Dataset entries
·····

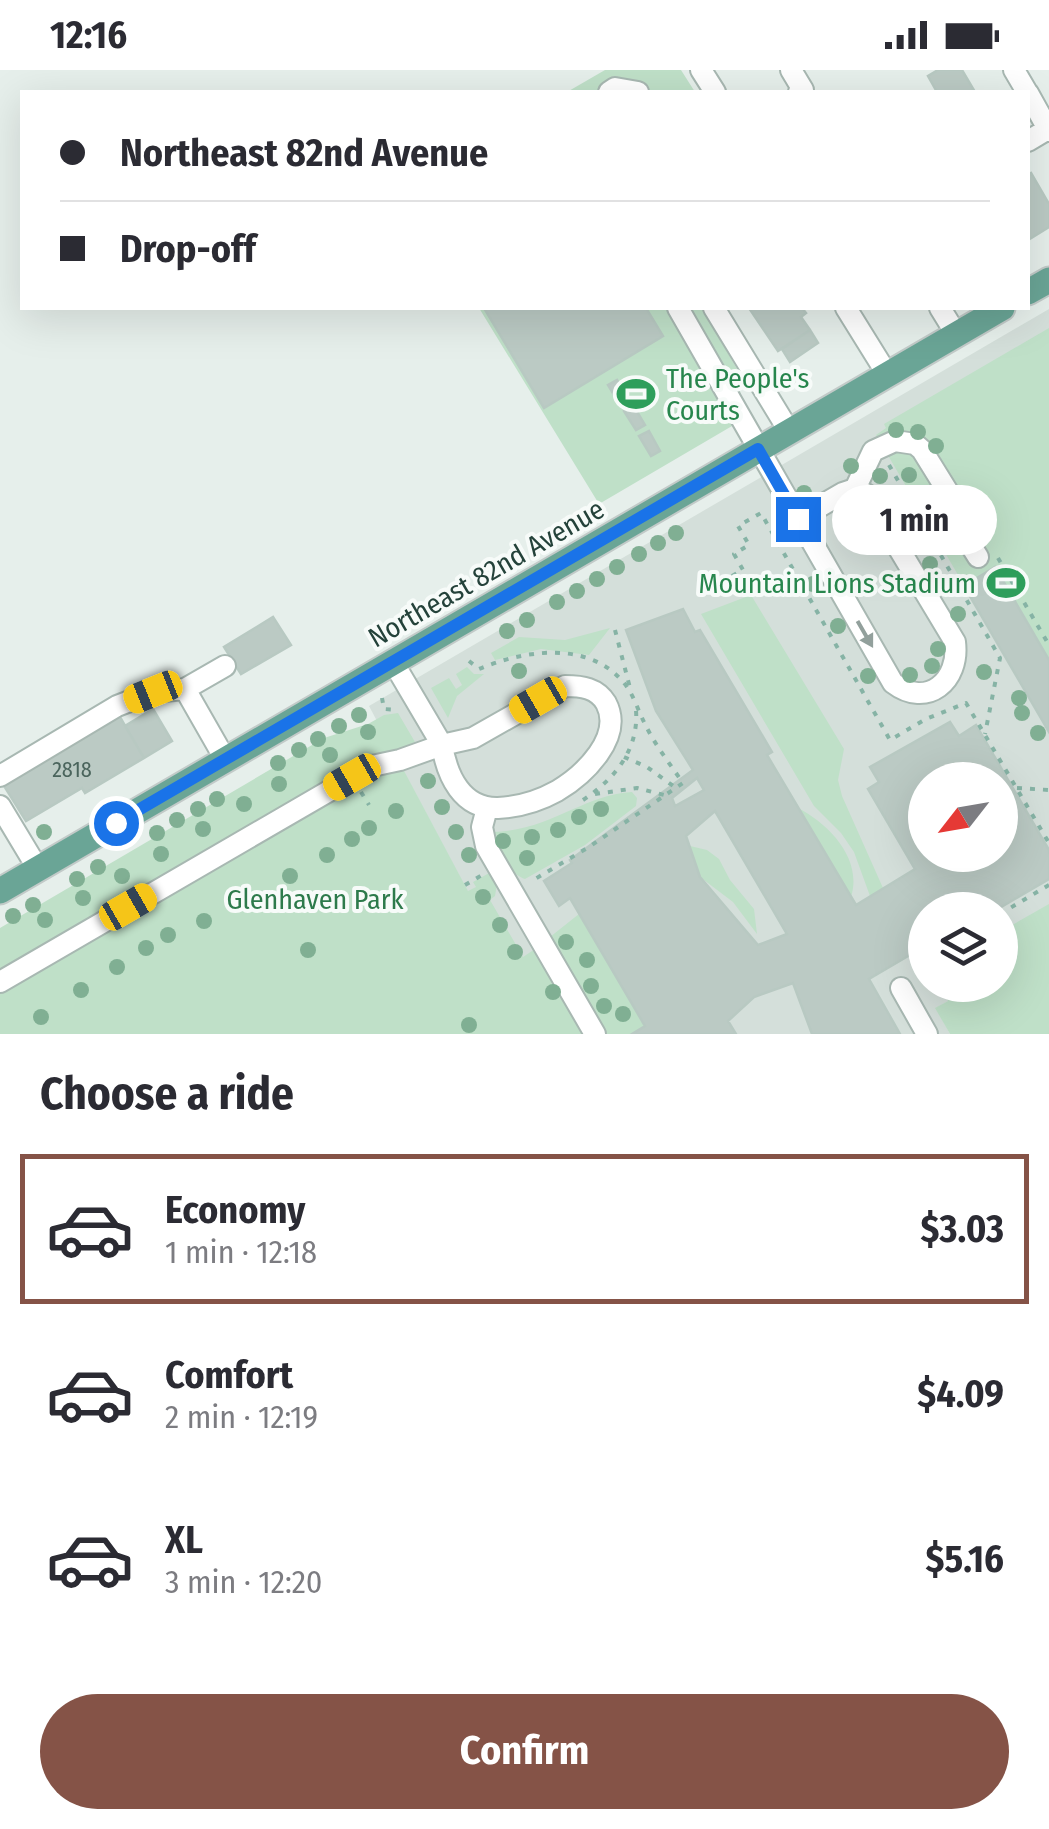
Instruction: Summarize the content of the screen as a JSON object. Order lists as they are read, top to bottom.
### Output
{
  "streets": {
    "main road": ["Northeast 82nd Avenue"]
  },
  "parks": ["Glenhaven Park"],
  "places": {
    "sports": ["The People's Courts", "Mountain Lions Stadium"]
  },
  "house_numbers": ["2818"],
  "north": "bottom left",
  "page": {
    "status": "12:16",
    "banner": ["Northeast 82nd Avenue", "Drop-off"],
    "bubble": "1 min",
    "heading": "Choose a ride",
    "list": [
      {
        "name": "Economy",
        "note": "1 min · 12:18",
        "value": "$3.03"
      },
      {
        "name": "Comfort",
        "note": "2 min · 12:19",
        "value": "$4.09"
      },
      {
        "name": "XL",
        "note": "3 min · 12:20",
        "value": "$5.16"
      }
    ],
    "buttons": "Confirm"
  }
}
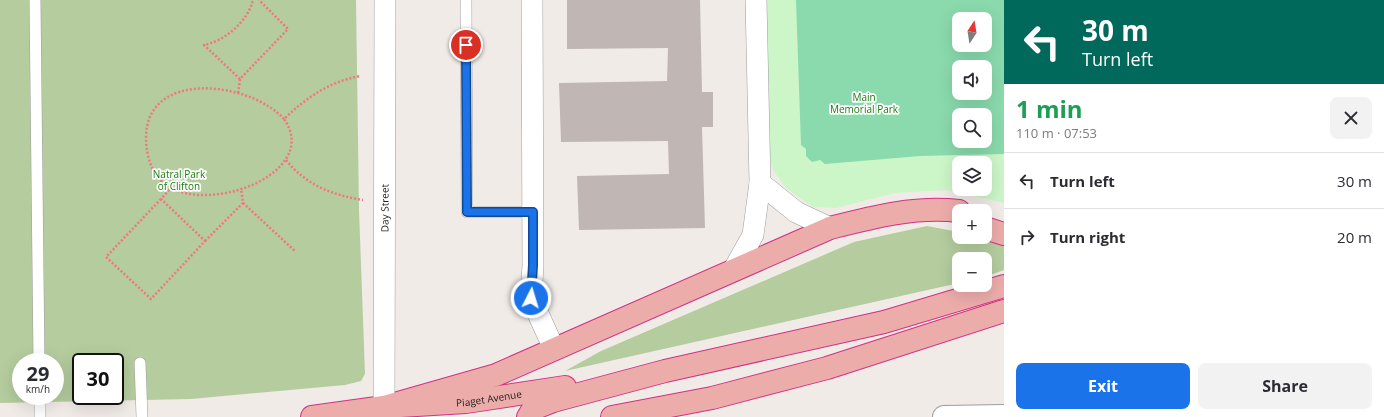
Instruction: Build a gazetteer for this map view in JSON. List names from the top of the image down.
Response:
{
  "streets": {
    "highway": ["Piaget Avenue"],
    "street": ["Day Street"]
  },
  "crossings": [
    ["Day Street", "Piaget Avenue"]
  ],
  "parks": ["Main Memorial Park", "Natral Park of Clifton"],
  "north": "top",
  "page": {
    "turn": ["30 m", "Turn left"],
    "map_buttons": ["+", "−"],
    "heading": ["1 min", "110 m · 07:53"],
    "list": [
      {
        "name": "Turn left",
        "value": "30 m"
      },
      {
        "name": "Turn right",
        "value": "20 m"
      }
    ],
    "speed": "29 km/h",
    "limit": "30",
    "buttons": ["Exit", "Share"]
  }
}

·····

• [How to complete this task] What lines in the data above contain the word "JSON"? Show them all.

• [Task response]
Instruction: Summarize the content of the screen as a JSON object. Order lists as they are read, top to bottom.
Instruction: Build a gazetteer for this map view in JSON. List names from the top of the image down.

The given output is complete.